Getting the tyre compound deltas correct is indeed a crucial part of F1 race strategy, so let's review some of the fundamental facts about these numbers. The first point to note is that tyres are a performance multiplier, rather than a performance additive

To understand this in the simplest possible terms, consider the following equation:
$$F_y = \mu F_z $$ This states that the lateral force $F_y$ generated by a tyre is a product of the coefficient of friction $\mu$, and the vertical load $F_z$. All other things being equal, the greater the lateral force generated by a car in the corners, the faster the laptime. (Note, however, that in many circumstances one would wish to work with lateral acceleration rather than lateral force, given the influence of car-mass on lateral acceleration).

Now, suppose we have a base compound. Let's call it the Prime, and let's denote its coefficient of friction as $\mu_P$. Let's consider a fixed car running the Prime tyre with: (i) a light fuel-load, and (ii) a heavy fuel-load. 
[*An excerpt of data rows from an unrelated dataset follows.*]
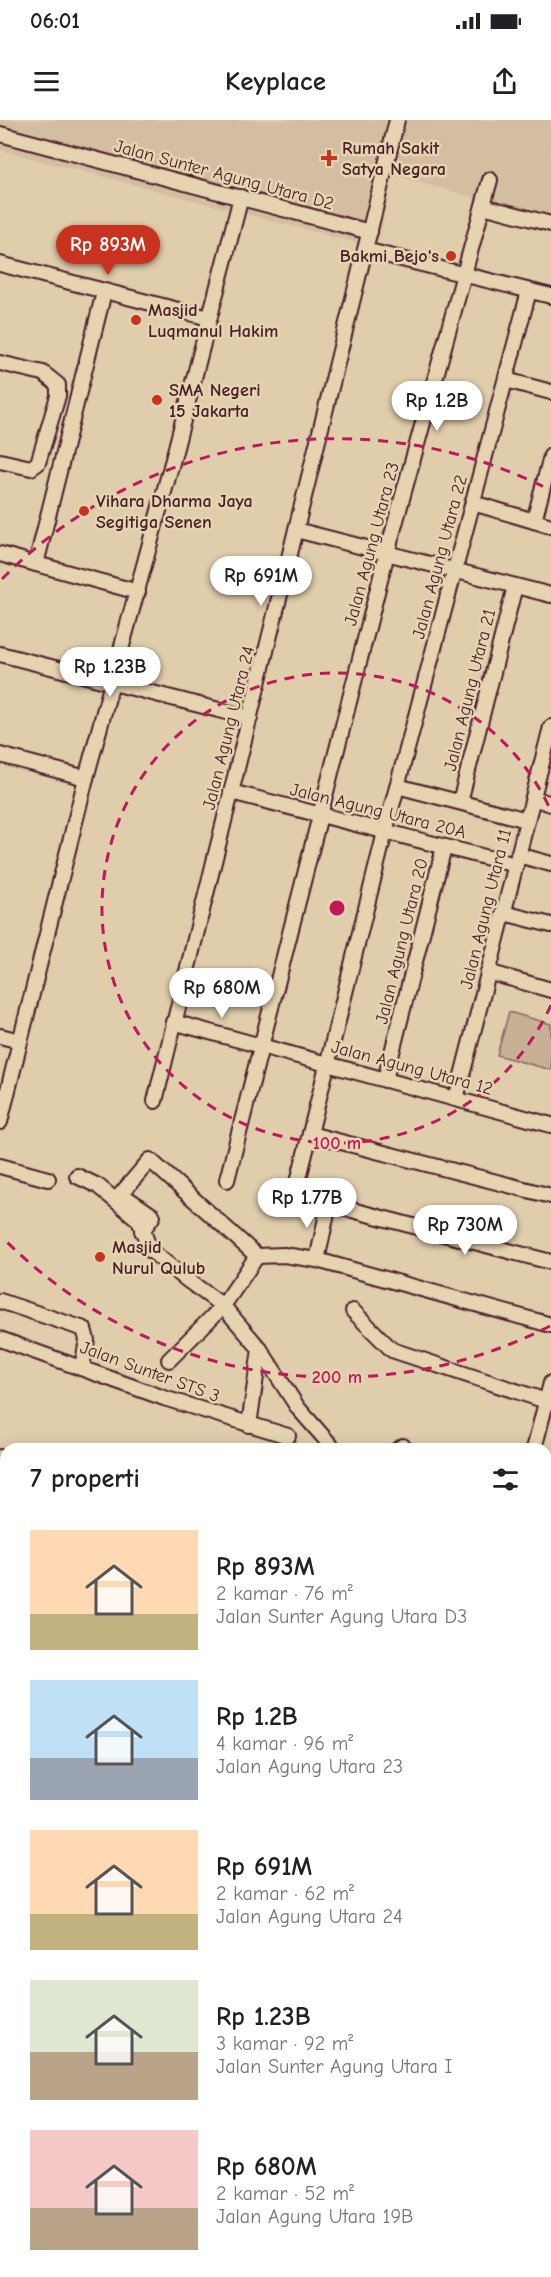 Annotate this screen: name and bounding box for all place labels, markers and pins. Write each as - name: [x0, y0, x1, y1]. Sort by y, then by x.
- place label: Rumah Sakit Satya Negara: [342, 138, 446, 180]
- marker: Rumah Sakit Satya Negara: [320, 149, 338, 167]
- pin: Rp 893M: [53, 225, 163, 276]
- place label: Bakmi Bejo's: [340, 246, 439, 267]
- marker: Bakmi Bejo's: [444, 249, 458, 263]
- place label: Masjid Luqmanul Hakim: [148, 300, 278, 342]
- marker: Masjid Luqmanul Hakim: [129, 313, 143, 327]
- place label: SMA Negeri 15 Jakarta: [169, 380, 261, 422]
- pin: Rp 1.2B: [382, 381, 492, 432]
- marker: SMA Negeri 15 Jakarta: [150, 393, 164, 407]
- place label: Vihara Dharma Jaya Segitiga Senen: [96, 491, 253, 533]
- marker: Vihara Dharma Jaya Segitiga Senen: [77, 504, 91, 518]
- pin: Rp 691M: [206, 556, 316, 607]
- pin: Rp 1.23B: [48, 647, 172, 698]
- centre of rings: [327, 898, 347, 918]
- pin: Rp 680M: [167, 968, 277, 1019]
- pin: Rp 1.77B: [245, 1178, 369, 1229]
- pin: Rp 730M: [410, 1205, 520, 1256]
- place label: Masjid Nurul Qulub: [112, 1237, 205, 1279]
- marker: Masjid Nurul Qulub: [93, 1250, 107, 1264]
Let's really simplify things by supposing that the performance of the car, and its laptime, can be reduced to a single vertical load due to downforce alone, and a single lateral force number. When the car is running a heavy fuel load, it will generate a downforce $F_z$, but when it's running a light fuel load it will be cornering faster, so the vertical load due to downforce will be greater, $F_z + \delta F_z$. (Recall that the contribution of greater fuel weight to vertical load results in a net loss of lateral acceleration due to weight transfer). The lateral forces will be as follows:

Prime tyre. High fuel-load

$\mu_P  F_z $

Prime tyre. Low fuel-load

$\mu_P (F_z + \delta F_z) = \mu_P F_z + \mu_P\delta F_z$

Now, let's suppose that there is a softer tyre compound available. Call it the Option. Its coefficient of friction $\mu_O$ will be greater than that of the Prime, $\mu_O = \mu_P + \delta \mu$. 

Consider the performance of the same car on the softer compound, again running a light fuel-load and a heavy fuel-load:

Option tyre. High fuel-load

$\mu_O  F_z = ( \mu_P +\delta \mu )  F_z $

Option tyre. Low fuel-load

$\mu_O (F_z + \delta F_z) = ( \mu_P +\delta \mu )(F_z + \delta F_z) $

So far, so good. Now let's consider the performance deltas between the Option and the Prime, once again using lateral force as our proxy for laptime. 

High-fuel Option-Prime delta

$( \mu_P +\delta \mu )  F_z-\mu_P  F_z = \delta \mu F_z$

Low-fuel Option-Prime delta

$( \mu_P +\delta \mu )(F_z + \delta F_z)-\mu_P (F_z + \delta F_z)=\delta \mu (F_z + \delta F_z)$

Notice that sneaky extra term, $\delta \mu \delta F_z$, in the expression for the low-fuel compound delta? As a consequence of that extra term, the Option-Prime delta is greater on a low fuel load than a heavy fuel-load. As promised, tyre-grip is a performance multiplier.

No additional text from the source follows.